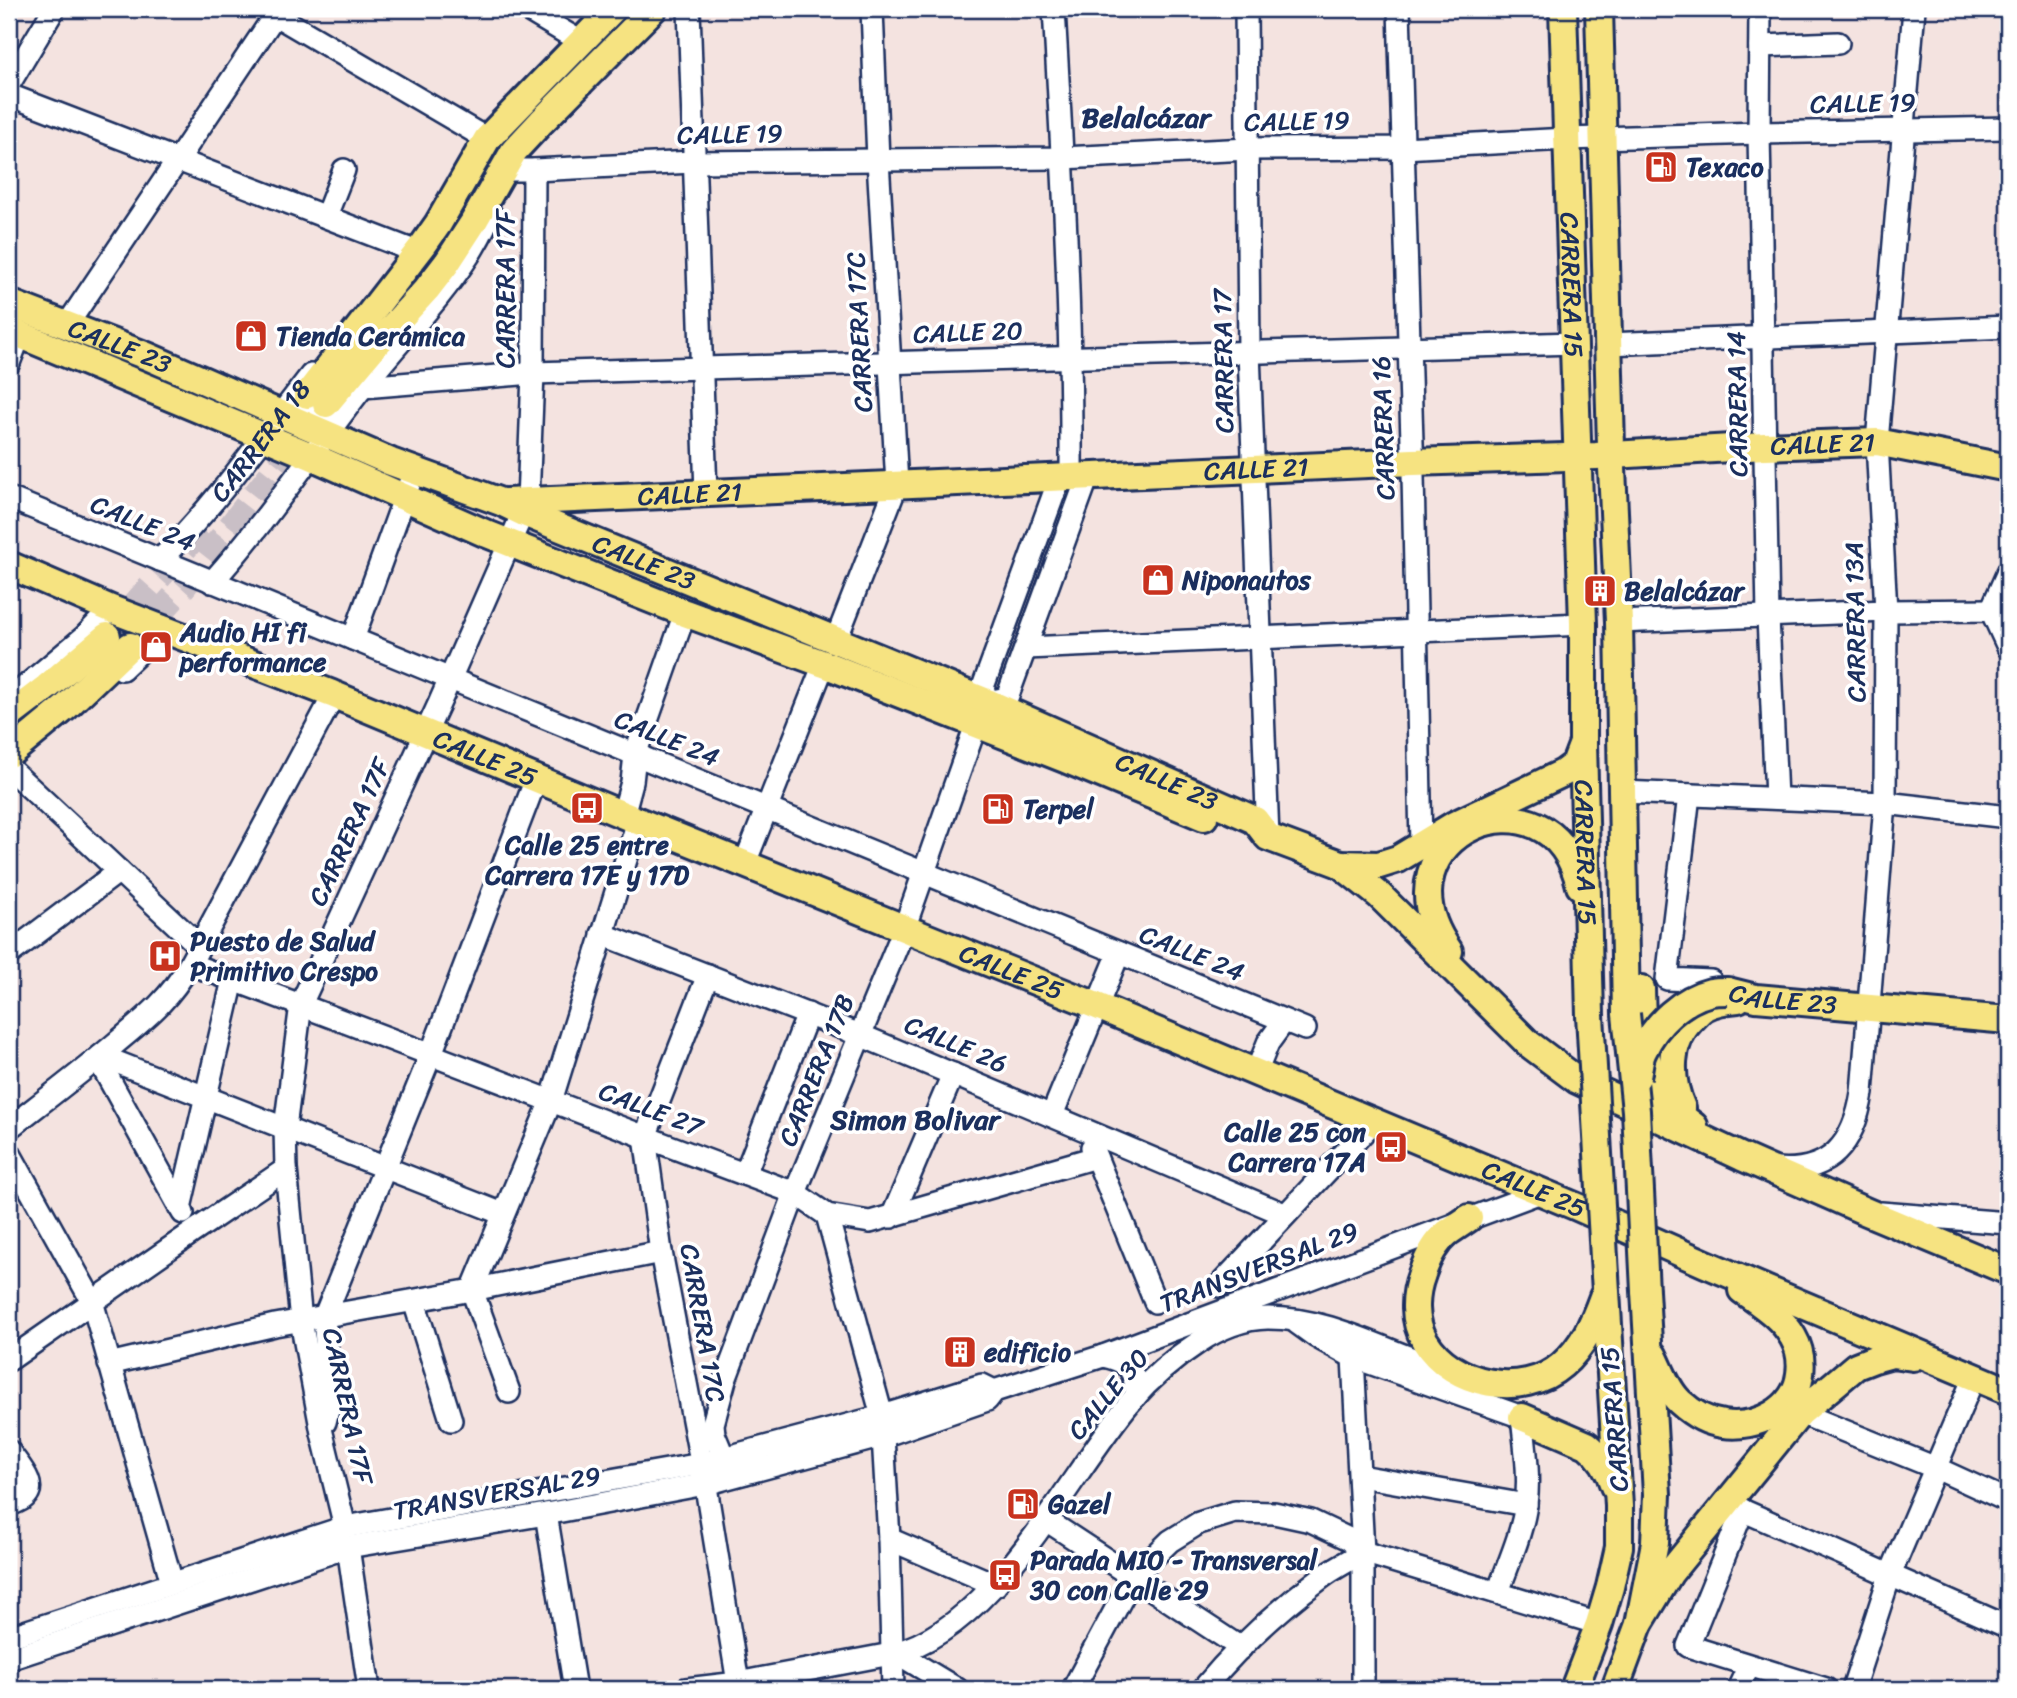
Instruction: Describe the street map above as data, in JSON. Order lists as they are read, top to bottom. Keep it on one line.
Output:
{"streets":{"main road":["CARRERA 15","CALLE 23","CARRERA 18","CALLE 21","CALLE 25"],"street":["CALLE 19","CARRERA 17F","CARRERA 17C","CALLE 20","CARRERA 17","CARRERA 14","CARRERA 16","CALLE 24","CARRERA 13A","CALLE 26","CARRERA 17B","CALLE 27","TRANSVERSAL 29","CALLE 30"]},"crossings":[["CALLE 19","CARRERA 15"],["CALLE 19","CARRERA 17F"],["CALLE 19","CARRERA 17C"],["CALLE 19","CARRERA 17"],["CALLE 19","CARRERA 14"],["CALLE 19","CARRERA 16"],["CALLE 19","CARRERA 18"],["CALLE 19","CARRERA 13A"],["CALLE 19","CARRERA 17B"],["CARRERA 15","CALLE 20"],["CARRERA 15","CALLE 23"],["CARRERA 15","CALLE 21"],["CARRERA 17F","CALLE 20"],["CARRERA 17F","CALLE 23"],["CARRERA 17F","CALLE 21"],["CARRERA 17F","CALLE 24"],["CARRERA 17F","CALLE 25"],["CARRERA 17F","CALLE 27"],["CARRERA 17F","TRANSVERSAL 29"],["CARRERA 17C","CALLE 20"],["CARRERA 17C","CALLE 23"],["CARRERA 17C","CALLE 21"],["CARRERA 17C","CALLE 26"],["CARRERA 17C","CALLE 27"],["CARRERA 17C","TRANSVERSAL 29"],["CARRERA 17C","CALLE 30"],["CALLE 20","CARRERA 17"],["CALLE 20","CARRERA 16"],["CALLE 20","CARRERA 18"],["CALLE 20","CARRERA 17B"],["CALLE 23","CARRERA 17"],["CALLE 23","CARRERA 18"],["CALLE 23","CALLE 21"],["CALLE 23","CARRERA 13A"],["CALLE 23","CARRERA 17B"],["CARRERA 17","CALLE 21"],["CARRERA 14","CALLE 21"],["CARRERA 16","CALLE 21"],["CARRERA 18","CALLE 24"],["CALLE 21","CARRERA 13A"],["CALLE 21","CARRERA 17B"],["CALLE 24","CARRERA 17B"],["CALLE 25","CARRERA 17B"],["CALLE 25","TRANSVERSAL 29"],["CALLE 26","CARRERA 17B"],["CARRERA 17B","CALLE 27"],["CARRERA 17B","TRANSVERSAL 29"]],"districts":["Belalcázar","Simon Bolivar"],"places":{"fuel station":["Texaco","Terpel","Gazel"],"shop":["Tienda Cerámica","Niponautos","Audio HI fi performance"],"building":["Belalcázar","edificio"],"bus stop":["Calle 25 entre Carrera 17E y 17D","Calle 25 con Carrera 17A","Parada MIO - Transversal 30 con Calle 29"],"hospital":["Puesto de Salud Primitivo Crespo"]}}
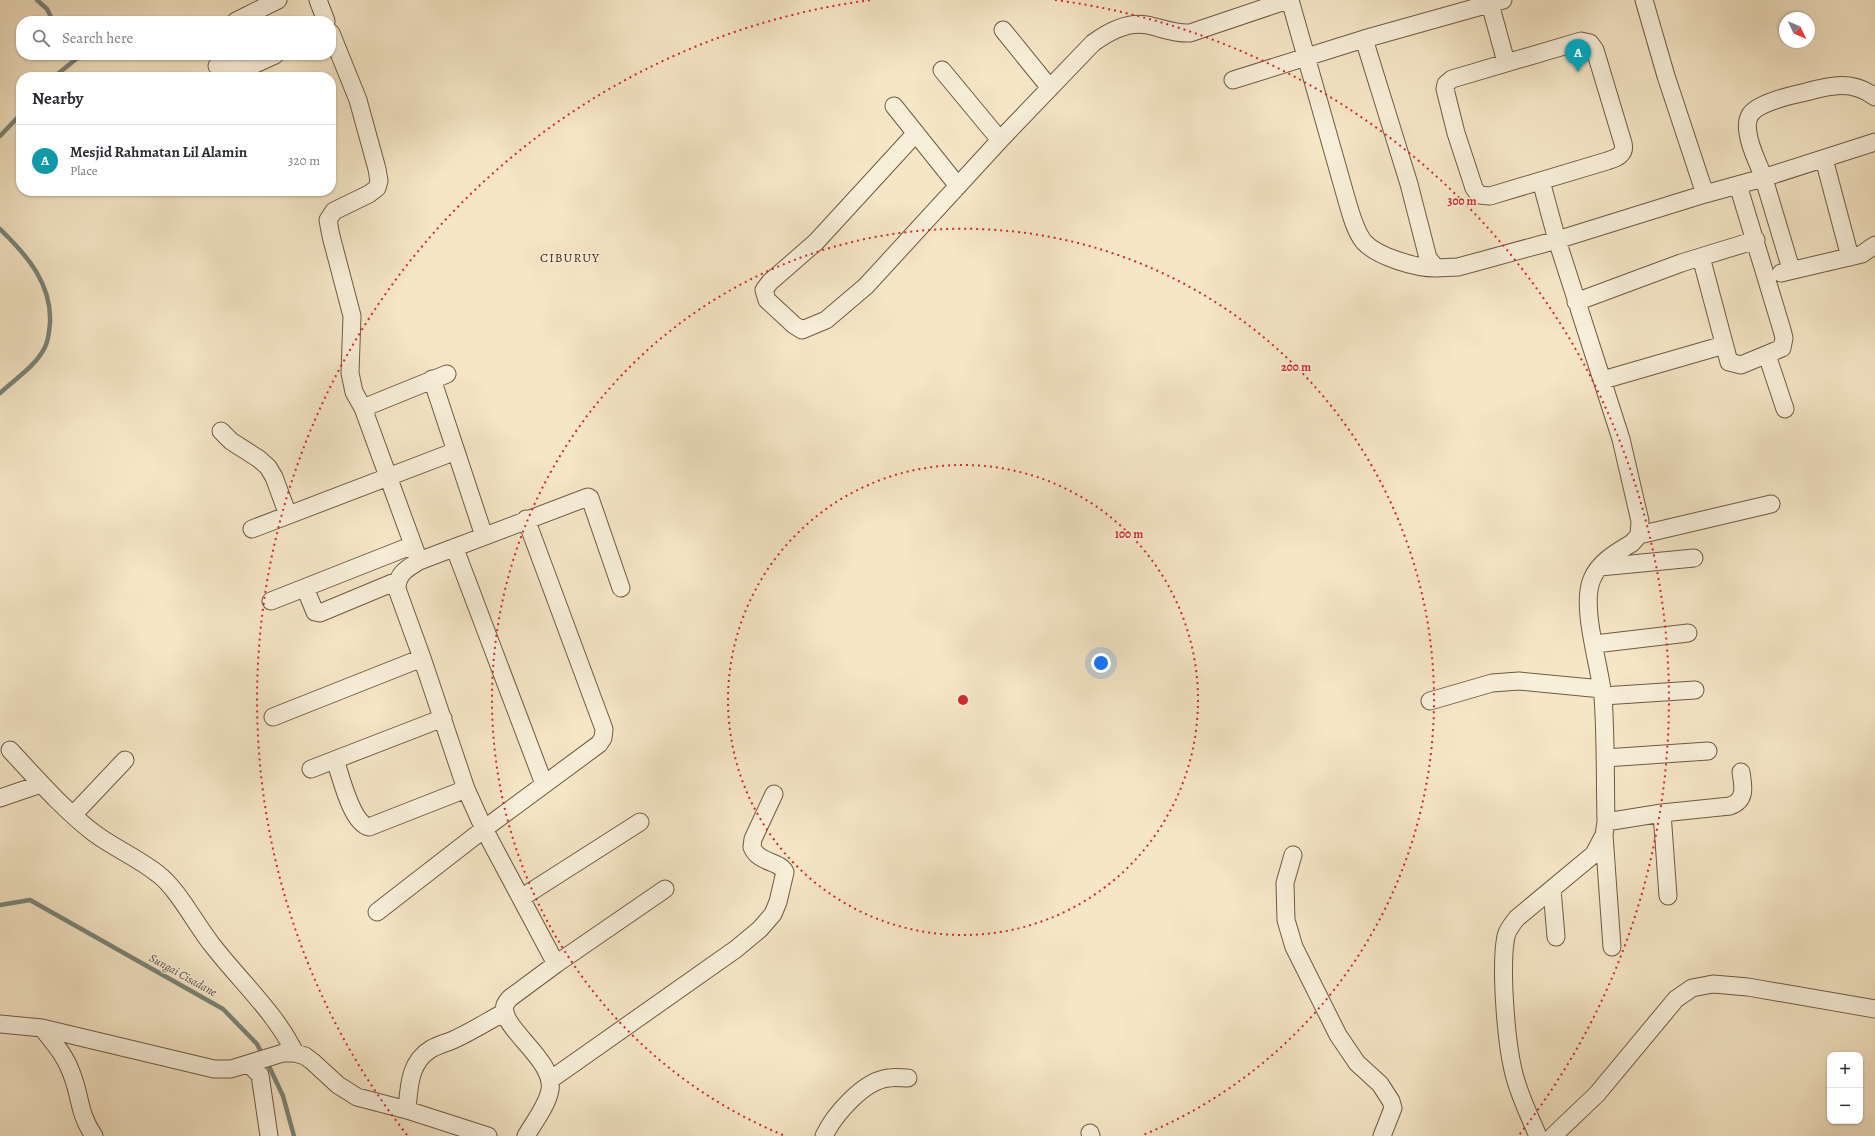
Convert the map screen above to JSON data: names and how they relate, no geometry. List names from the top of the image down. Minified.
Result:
{"districts":["CIBURUY"],"water":["Sungai Cisadane"],"north":"bottom right","page":{"search":"Search here","pins":"A","heading":"Nearby","list":[{"mark":"A","name":"Mesjid Rahmatan Lil Alamin","note":"Place","value":"320 m"}],"map_buttons":["+","−"]},"rings":["300 m","200 m","100 m"]}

**Problem requirements**
When the string "JSON" appears in a line of the records above, that line is to be copied.

**Your solution**
Instruction: Describe the street map above as data, in JSON. Order lists as they are read, top to bottom. Keep it on one line.
Convert the map screen above to JSON data: names and how they relate, no geometry. List names from the top of the image down. Minified.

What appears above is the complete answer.